Atopia: The Mind in Winter

by Darius Rejali

This work appears in Khabar Keslan Issue 4. EDGE

Images courtesy of author; recoloring by Knar Hovakimyan.

Images courtesy of author; recoloring by Knar Hovakimyan.

 

May 31, 2002
Fairbanks, Alaska

 

It’s an uncertain day, the kind where you wonder, did I stay in this city a little too long? Have I done everything that can be done in Fairbanks?

I’d come to Alaska to spend time with my former research assistant, Chad, his girlfriend, Lindsay, and his family outside of Fairbanks. We had spent some days near Johnson River, deep in the wilderness outside of Delta. Now I’m back in Fairbanks getting ready for my train journey south to hike alone in Denali for a few days, and then head down to Anchorage. 

I decide to walk to Fred Meyers and catch the bus downtown. I don’t know what to do except snap photos and mail a postcard to my barber, who wants one from Nowhere. The previous day, I had traveled down the Haul Road from the Arctic Circle. That was pretty close. 

Standing in line at the post office, a woman on the far left-hand counter is having an animated conversation with the clerk. “No, ma’am,” they say, “when you became a naturalized American citizen, you gave up your Iranian passport. You cannot renew it.” Why would this woman go to a U.S. post office for information about passports, especially renewing Iranian ones? I was intrigued. 
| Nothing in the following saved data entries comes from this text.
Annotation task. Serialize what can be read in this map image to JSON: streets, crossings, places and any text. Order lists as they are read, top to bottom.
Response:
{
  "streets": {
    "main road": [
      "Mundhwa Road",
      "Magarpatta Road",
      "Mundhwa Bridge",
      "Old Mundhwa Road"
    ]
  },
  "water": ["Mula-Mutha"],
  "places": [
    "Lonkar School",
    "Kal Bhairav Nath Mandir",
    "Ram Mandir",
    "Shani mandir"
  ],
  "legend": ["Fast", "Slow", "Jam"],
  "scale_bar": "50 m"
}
At any rate, the information the clerk gives is mistaken, so as she is leaving I say, “Bebakhshid.” 

She replies, “Salaam, you are Iranian?”

And I say yes.

“How come I don’t know about you? There are fourteen Iranians in Fairbanks.” 

“I’m just visiting.” I tell her. “But I wanted to say that the information the clerk gave you is mistaken. I can tell you how to renew your Iranian passport; perhaps we can sit down somewhere and I can explain.” 
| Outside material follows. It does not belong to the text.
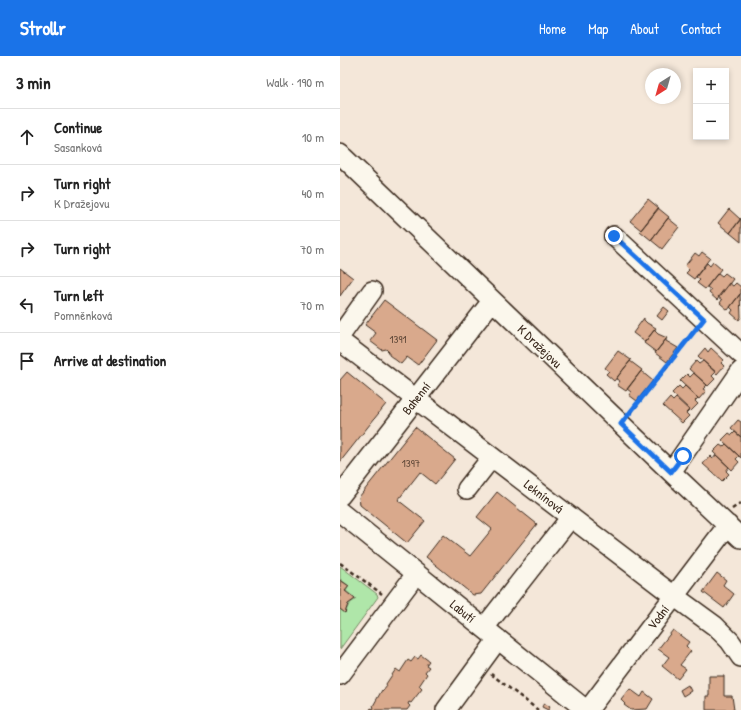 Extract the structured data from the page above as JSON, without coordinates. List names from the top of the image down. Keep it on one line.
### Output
{"streets":{"street":["K Dražejovu","Bahenní","Leknínová","Labutí","Vodní"]},"crossings":[["K Dražejovu","Bahenní"],["K Dražejovu","Vodní"],["Bahenní","Leknínová"],["Leknínová","Vodní"],["Labutí","Vodní"]],"house_numbers":["1391","1397"],"north":"bottom left","page":{"header":"Strollr","nav":["Home","Map","About","Contact"],"heading":["3 min","Walk · 190 m"],"map_buttons":["+","−"],"list":[["Continue","Sasanková","10 m"],["Turn right","K Dražejovu","40 m"],["Turn right","70 m"],["Turn left","Pomněnková","70 m"],"Arrive at destination"]}}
“So much to do, so many errands, I only get one day off… I will stand in line with you till you mail, then you come with me while I do errands and explain how I do this.”

Her name is Guli, which, in Farsi, means the color rose. She is a very short, dark-haired woman with a weathered face, easily confused, flustered, and disorganized; her intensity resolves into patterns that I can follow. We get into her big American car, and she drives in a jerky, dangerous way, halting frequently in the middle of the street, getting confused and lost on the one-ways as she peers over the steering wheel. I’ve seen this kind of bad driving all over Fairbanks—that slow lumbering, like many pack mules trying to find their way through a market. I watch the giant car trundle through a red light. Amazingly, nothing is hit. She explains to me as she is driving: she is from Kermanshah and she is a Kurd.
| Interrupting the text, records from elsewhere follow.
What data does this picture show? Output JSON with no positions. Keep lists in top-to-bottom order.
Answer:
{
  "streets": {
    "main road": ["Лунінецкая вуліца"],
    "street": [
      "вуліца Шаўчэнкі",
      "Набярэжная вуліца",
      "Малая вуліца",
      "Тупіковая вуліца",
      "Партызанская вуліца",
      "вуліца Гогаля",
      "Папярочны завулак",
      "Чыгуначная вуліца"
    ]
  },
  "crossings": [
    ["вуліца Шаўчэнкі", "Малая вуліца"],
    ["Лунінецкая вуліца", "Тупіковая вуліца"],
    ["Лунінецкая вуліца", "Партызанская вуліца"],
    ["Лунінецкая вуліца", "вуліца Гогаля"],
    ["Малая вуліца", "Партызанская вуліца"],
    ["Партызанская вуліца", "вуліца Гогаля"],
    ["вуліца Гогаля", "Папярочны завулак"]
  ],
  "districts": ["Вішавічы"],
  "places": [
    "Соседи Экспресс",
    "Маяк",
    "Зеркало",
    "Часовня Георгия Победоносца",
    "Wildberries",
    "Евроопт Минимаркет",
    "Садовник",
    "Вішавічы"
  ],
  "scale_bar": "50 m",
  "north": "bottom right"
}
“Forgive my Farsi, it is only book Farsi,” she says, “And your English is so good, no accent.” 

My mother is American. 

“How come I don’t know about you? I know all the Iranians. There’s the doctor and his wife. I met them once but don’t see them much. And then there’s Mehrzad—he had Baha written on his T-shirt; we were at the McDonald’s, and my husband Joe said, ‘He’s Iranian,’ and I said, ‘No, that is not possible,’ but I went up and asked in Farsi and he was! And they do a lot of favors for me. Life is so hard here, and it is so expensive. Joe has a good job, and I work, but still. And my son is driving me crazy. Doesn’t want to go to college, only thinks of sports! My daughter, thankfully, is better. I have to stop here to do something for her.”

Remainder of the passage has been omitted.